Slowly, I began to reread the psychology report and think about autism in a more positive way. I'm more open about it being something positive that gives me different skills, abilities, perspectives, and approaches to people who aren't on the spectrum. I've started to become more open about how it affects me to people I'm in regular contact with.

That sounds positive, but it hasn't been a smooth ride. In my first post about autism, Alone in a Crowd, I described engaging with the psychology report and autism in general as 'a nettle I'm going to grasp'. The consequences of doing so has been painful. Last Tuesday I began dissecting the report in some detail and had to stop after making just 1 page of notes. It was painful to confront and strongly affected my mood. The next day I was low the entire day. At the end of Wednesday I found that a particularly silly game I own was helpful in lightening my mood, so that's something I'm going to remember for hard days ahead.

 

 The broad sunlight uplands of accepting autism

The broad sunlight uplands of accepting autism

Broad Sunlight Uplands

Despite that initial pain, I'm finding that engaging with autism, where I am on the spectrum, and what it'll mean for me over the rest of my life, is getting a little better. I know it's not going to be a smooth journey, nor will it be a straight line upwards. A week ago though, even writing this would have been unimaginable.

Something else that's shifted within me is that I feel like I'm settling into my flat more. I've been living here for a year, but it's as if I've been present, not resident. When a friend had to leave the country, she left some things behind for me to look after, or have.

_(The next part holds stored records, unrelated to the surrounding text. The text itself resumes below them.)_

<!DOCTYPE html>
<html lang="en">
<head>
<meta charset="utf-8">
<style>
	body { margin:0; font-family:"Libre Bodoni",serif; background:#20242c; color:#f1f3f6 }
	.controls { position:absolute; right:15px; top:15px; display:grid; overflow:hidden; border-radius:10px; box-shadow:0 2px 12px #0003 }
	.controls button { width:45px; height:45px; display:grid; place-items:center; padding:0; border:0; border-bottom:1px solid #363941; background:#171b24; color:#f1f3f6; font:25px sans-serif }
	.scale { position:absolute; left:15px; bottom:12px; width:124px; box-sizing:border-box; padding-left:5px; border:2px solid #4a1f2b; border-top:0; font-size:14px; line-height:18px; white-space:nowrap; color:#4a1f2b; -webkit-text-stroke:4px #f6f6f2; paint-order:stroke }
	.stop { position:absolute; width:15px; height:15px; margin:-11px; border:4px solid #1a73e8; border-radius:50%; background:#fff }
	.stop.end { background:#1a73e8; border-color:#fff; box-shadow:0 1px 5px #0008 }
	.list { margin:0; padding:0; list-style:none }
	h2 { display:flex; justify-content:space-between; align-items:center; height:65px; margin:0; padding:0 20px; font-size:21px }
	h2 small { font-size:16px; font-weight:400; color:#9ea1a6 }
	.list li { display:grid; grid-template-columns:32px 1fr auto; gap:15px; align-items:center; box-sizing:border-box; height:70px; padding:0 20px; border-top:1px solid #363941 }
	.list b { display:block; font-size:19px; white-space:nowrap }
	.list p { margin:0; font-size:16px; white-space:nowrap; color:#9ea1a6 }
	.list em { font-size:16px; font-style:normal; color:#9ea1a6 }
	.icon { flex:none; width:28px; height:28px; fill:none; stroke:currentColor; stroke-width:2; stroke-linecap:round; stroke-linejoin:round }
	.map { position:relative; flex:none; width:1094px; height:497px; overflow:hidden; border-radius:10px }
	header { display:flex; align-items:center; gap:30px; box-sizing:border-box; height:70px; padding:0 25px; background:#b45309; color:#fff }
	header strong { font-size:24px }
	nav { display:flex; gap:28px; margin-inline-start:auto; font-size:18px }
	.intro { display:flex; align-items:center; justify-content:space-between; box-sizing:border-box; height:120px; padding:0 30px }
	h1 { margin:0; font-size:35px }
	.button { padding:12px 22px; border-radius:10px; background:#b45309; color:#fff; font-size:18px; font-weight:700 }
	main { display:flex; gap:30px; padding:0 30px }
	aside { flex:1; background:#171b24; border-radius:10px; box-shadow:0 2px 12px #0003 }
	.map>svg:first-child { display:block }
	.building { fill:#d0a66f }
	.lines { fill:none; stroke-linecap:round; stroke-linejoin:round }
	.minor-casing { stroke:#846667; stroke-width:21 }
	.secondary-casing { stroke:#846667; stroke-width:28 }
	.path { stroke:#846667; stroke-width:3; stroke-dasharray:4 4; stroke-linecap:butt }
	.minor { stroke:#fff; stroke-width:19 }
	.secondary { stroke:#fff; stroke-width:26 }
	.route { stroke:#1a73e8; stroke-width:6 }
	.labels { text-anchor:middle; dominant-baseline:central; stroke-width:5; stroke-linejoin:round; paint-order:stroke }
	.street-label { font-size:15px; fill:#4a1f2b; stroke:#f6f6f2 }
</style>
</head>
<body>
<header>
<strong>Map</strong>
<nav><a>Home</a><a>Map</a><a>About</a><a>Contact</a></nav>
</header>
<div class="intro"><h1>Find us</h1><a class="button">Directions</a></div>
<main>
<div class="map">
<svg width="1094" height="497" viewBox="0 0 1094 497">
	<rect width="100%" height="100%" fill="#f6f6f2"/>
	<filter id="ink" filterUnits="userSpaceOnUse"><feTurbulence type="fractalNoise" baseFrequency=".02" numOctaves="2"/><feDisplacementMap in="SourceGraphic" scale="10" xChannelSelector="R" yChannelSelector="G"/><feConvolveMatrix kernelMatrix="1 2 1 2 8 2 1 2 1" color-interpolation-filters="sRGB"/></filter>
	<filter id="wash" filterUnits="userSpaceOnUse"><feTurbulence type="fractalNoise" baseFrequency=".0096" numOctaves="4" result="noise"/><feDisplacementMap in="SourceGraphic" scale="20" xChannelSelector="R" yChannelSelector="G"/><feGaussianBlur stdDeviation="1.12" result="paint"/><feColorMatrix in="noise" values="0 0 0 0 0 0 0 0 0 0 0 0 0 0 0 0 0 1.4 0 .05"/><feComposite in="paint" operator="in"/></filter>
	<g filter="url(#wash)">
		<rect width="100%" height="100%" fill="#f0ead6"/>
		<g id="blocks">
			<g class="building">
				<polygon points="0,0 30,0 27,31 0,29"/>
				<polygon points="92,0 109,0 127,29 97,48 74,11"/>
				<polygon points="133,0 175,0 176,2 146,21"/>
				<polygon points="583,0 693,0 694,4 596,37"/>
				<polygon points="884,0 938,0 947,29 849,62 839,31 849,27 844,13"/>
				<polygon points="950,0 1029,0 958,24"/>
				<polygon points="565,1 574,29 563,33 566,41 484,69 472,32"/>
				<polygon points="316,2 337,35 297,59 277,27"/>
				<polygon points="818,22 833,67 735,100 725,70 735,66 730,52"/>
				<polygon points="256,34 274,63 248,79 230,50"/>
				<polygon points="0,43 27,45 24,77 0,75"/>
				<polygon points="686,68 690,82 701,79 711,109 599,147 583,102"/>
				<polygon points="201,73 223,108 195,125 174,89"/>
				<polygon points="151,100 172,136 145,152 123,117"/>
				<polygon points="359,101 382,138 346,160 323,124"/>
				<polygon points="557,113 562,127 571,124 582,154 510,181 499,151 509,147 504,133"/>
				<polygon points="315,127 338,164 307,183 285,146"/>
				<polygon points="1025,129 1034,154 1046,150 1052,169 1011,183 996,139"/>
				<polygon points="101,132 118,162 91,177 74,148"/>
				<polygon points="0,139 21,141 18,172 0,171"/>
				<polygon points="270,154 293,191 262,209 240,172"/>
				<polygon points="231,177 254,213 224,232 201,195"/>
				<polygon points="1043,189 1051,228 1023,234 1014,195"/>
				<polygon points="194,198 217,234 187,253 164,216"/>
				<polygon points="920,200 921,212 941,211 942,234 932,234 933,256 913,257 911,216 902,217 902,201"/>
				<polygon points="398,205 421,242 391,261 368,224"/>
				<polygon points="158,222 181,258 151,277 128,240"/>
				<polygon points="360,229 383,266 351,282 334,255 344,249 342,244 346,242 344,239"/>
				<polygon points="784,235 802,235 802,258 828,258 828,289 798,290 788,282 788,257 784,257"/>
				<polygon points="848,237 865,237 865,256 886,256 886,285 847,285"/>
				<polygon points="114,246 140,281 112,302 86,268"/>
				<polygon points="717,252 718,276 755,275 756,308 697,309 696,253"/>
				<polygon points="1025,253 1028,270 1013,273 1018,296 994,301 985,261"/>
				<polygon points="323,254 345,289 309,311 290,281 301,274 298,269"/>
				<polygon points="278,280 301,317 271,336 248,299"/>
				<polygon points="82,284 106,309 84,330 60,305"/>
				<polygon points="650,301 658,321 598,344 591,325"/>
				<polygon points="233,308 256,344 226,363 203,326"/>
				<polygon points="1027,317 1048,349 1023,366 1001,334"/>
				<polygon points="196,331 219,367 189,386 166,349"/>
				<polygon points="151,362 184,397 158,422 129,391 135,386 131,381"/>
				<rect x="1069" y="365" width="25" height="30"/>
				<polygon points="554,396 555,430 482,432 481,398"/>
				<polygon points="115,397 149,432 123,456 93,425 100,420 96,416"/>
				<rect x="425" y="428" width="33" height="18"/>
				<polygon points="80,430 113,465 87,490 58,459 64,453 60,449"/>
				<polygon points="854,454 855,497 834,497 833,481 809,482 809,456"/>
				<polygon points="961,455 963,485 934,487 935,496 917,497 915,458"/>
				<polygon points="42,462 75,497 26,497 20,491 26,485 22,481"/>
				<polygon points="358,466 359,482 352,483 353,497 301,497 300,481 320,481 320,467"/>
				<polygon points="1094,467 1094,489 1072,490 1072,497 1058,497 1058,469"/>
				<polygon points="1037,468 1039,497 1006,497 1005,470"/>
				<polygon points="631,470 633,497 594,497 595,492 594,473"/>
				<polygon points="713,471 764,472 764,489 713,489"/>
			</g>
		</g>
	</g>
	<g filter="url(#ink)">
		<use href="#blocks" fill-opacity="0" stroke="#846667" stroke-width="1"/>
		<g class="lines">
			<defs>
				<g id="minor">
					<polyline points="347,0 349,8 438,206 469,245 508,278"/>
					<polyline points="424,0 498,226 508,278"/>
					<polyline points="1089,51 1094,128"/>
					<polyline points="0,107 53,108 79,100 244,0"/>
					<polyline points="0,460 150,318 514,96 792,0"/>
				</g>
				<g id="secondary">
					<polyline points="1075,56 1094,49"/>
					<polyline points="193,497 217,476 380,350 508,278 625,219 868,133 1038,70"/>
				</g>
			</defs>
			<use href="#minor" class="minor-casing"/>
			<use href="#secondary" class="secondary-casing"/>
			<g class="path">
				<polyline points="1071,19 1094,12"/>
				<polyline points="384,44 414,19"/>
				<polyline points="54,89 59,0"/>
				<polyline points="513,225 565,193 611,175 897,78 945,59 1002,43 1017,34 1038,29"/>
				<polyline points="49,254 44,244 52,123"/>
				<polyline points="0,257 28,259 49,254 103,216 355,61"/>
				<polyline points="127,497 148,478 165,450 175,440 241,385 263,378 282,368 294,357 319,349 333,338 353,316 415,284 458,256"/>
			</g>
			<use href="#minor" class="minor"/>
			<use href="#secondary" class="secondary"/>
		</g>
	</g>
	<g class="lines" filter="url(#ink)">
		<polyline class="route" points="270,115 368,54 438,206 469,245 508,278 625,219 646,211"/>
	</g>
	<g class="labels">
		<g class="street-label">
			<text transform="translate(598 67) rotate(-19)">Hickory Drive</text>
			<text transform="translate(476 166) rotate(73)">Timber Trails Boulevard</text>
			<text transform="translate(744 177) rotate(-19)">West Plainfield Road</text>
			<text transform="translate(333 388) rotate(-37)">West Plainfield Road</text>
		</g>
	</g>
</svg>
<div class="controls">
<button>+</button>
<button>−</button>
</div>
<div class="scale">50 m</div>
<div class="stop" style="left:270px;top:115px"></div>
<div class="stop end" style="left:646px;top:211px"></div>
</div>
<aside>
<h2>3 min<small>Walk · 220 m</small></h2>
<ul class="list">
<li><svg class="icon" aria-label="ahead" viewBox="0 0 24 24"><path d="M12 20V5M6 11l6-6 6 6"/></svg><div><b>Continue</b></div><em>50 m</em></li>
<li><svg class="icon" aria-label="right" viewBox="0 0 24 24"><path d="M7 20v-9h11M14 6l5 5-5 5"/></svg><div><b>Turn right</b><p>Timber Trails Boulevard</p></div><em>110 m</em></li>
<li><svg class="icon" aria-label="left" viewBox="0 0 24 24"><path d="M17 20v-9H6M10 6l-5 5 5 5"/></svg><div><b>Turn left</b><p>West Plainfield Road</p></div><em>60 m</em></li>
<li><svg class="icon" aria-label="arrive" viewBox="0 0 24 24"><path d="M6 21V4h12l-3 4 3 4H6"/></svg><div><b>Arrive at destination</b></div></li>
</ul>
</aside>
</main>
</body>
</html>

I'd never quite been able to engage with that, so 2 beautiful prints have been sitting in their envelopes for almost a year. Now they're up on my walls after I framed them myself. A stereo was in its box. Now it's out on my table. Her box of teas has been opened and now I sit with a pot of tea most nights to drink while I write. These might seem like small things to you, but they represent a greater level of ease, hopefully with myself. I think it's also a realisation that it's ok for me to need a few things after selling so much on Ebay. It's an acceptance of needing to feel a certain level of comfort in my life.

 

The Beginning

I think I went into the diagnosis process seeing it as the end of the journey, understandable given that I'd waited for over a year to be diagnosed, and haven't been diagnosed until well into adulthood. This is just the beginning though, the beginning of understanding what autism is, how if affects me, how I can channel its blessings, and how I can manage its curses.

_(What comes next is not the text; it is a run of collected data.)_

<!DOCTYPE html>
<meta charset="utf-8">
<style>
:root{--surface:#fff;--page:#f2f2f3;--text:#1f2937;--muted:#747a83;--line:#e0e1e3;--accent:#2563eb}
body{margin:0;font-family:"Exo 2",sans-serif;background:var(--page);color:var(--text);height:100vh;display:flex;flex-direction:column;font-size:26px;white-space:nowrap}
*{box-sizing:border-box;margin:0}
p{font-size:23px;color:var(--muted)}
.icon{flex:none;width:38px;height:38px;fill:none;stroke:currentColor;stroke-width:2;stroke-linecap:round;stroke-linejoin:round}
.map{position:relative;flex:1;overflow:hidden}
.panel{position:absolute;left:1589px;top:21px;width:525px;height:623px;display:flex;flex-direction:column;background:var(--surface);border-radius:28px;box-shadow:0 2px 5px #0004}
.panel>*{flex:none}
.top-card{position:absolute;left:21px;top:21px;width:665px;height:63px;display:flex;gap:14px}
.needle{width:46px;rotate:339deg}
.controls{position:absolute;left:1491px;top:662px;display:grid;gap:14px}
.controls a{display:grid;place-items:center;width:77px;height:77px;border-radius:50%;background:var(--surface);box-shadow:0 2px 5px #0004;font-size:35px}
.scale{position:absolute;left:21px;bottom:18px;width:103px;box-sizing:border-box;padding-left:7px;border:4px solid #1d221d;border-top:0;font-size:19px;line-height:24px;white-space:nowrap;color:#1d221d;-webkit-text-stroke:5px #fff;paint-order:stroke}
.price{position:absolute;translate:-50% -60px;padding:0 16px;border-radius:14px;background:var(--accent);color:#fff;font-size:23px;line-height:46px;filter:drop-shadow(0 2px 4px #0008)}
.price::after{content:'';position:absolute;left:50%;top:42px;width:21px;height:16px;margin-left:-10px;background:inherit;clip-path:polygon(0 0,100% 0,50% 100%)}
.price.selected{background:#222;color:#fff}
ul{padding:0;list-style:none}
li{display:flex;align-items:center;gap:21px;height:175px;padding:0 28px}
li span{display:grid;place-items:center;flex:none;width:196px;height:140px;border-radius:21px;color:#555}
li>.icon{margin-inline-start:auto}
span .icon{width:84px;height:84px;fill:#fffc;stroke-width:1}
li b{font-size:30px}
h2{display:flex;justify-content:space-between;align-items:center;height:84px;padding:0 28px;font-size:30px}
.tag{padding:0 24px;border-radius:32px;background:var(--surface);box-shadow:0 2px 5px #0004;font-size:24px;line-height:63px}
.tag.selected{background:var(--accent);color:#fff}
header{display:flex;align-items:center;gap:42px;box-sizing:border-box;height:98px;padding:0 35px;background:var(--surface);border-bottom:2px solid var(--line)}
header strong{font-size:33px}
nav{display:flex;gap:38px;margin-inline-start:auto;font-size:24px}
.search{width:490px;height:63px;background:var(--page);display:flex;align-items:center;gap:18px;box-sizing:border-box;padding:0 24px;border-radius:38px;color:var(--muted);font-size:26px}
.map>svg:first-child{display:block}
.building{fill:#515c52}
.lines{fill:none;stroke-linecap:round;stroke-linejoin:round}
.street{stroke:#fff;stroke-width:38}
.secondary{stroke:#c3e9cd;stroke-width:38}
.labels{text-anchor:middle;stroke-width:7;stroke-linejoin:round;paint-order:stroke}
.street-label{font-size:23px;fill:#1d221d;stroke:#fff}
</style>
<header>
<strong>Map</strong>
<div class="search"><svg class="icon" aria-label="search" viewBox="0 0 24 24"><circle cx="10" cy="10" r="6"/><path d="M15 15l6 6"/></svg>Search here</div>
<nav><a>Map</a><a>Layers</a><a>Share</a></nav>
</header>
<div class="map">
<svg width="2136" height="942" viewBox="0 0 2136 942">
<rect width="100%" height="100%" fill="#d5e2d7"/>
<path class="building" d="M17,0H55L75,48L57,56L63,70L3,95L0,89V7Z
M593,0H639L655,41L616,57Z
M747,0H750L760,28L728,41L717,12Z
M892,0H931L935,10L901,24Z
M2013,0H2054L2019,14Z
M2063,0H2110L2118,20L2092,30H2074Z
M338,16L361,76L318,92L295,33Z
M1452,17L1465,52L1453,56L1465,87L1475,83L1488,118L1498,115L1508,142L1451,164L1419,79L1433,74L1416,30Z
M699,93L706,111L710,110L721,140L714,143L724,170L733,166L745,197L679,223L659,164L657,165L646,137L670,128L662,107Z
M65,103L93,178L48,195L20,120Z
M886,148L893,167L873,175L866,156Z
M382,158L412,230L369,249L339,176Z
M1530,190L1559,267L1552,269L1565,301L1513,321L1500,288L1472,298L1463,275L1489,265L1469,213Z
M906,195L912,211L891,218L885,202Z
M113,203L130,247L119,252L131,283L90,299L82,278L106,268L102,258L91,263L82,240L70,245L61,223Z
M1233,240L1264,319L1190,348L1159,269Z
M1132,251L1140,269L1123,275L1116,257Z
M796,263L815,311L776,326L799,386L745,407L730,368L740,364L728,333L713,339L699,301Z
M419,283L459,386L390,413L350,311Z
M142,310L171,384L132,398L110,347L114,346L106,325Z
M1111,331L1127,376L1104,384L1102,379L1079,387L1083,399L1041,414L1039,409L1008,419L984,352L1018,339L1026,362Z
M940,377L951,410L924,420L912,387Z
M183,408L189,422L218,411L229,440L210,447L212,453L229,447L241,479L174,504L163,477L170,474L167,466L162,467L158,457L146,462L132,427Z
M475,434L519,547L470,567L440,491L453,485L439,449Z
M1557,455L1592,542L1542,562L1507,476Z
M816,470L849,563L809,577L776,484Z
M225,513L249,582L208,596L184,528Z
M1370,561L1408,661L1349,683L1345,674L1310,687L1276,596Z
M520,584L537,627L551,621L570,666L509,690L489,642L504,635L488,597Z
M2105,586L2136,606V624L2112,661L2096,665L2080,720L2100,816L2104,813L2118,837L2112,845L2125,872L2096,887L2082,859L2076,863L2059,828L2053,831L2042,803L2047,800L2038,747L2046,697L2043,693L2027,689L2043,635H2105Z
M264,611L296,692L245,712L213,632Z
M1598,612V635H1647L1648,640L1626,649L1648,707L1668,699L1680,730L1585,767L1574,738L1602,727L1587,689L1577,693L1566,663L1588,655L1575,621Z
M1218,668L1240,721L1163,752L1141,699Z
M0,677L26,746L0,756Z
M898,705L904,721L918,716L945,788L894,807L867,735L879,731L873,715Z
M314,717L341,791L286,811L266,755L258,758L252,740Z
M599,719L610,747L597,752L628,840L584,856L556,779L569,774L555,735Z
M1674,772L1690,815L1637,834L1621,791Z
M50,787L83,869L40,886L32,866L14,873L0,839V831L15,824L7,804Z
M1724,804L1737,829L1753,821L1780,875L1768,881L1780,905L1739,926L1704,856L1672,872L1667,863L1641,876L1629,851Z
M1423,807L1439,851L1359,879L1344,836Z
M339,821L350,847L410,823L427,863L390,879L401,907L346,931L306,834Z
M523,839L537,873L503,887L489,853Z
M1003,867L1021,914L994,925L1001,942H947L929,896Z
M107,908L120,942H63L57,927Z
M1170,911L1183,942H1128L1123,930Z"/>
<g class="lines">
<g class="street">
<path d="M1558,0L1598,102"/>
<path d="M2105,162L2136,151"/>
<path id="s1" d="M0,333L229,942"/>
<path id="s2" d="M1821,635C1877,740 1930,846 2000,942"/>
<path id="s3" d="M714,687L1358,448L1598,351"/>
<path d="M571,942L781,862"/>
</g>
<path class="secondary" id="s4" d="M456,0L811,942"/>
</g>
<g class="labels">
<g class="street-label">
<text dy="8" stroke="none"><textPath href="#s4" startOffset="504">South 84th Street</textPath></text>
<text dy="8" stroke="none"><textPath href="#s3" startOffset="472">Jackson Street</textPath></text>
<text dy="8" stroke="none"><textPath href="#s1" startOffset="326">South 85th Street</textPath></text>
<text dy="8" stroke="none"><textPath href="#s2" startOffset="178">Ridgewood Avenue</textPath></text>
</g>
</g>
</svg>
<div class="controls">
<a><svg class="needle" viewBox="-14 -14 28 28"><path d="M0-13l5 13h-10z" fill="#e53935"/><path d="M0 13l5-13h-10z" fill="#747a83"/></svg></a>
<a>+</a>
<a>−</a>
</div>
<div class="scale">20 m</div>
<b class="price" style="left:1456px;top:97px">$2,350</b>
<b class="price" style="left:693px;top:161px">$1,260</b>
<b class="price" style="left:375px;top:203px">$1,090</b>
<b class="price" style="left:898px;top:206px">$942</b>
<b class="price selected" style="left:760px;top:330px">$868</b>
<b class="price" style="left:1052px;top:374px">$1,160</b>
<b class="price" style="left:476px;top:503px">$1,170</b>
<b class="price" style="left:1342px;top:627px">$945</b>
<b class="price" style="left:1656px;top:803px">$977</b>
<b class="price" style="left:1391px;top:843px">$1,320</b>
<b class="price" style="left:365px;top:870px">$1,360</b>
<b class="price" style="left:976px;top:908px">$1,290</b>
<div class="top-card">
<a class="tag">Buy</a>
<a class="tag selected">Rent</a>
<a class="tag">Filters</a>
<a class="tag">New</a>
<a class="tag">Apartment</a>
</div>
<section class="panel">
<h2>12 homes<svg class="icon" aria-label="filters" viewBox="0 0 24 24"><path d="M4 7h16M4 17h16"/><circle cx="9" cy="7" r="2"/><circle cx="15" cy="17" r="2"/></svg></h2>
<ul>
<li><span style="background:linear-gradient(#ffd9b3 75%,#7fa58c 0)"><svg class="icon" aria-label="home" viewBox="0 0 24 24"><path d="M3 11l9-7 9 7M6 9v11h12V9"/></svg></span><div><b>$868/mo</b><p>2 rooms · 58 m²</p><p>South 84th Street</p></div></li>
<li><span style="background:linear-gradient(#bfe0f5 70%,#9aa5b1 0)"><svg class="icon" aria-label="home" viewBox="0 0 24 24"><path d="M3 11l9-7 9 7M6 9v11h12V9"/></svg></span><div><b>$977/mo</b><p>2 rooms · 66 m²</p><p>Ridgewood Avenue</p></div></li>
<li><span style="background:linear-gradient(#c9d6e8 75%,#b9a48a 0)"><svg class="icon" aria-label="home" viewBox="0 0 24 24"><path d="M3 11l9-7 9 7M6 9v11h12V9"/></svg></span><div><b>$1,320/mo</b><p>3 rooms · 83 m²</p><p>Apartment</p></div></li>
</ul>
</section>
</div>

If you recognise any of what I've described in yourself, or in someone you care for, I want you to know it's all normal. Autism is always there and it's easy to feel like it's a trap, always waiting to catch you, but that's a negative way of looking at it. Without possessing the pseudo-magical traits that popular media is so fond of attributing to us, we often possess levels of sensitivity that enable us to enjoy art in ways that people who aren't highly sensitive can't. We have different approaches to problems and creativity, so enjoy them! Enjoy it all! We'll always have bad days, so enjoy the great days and take every opportunity to open the doors to more.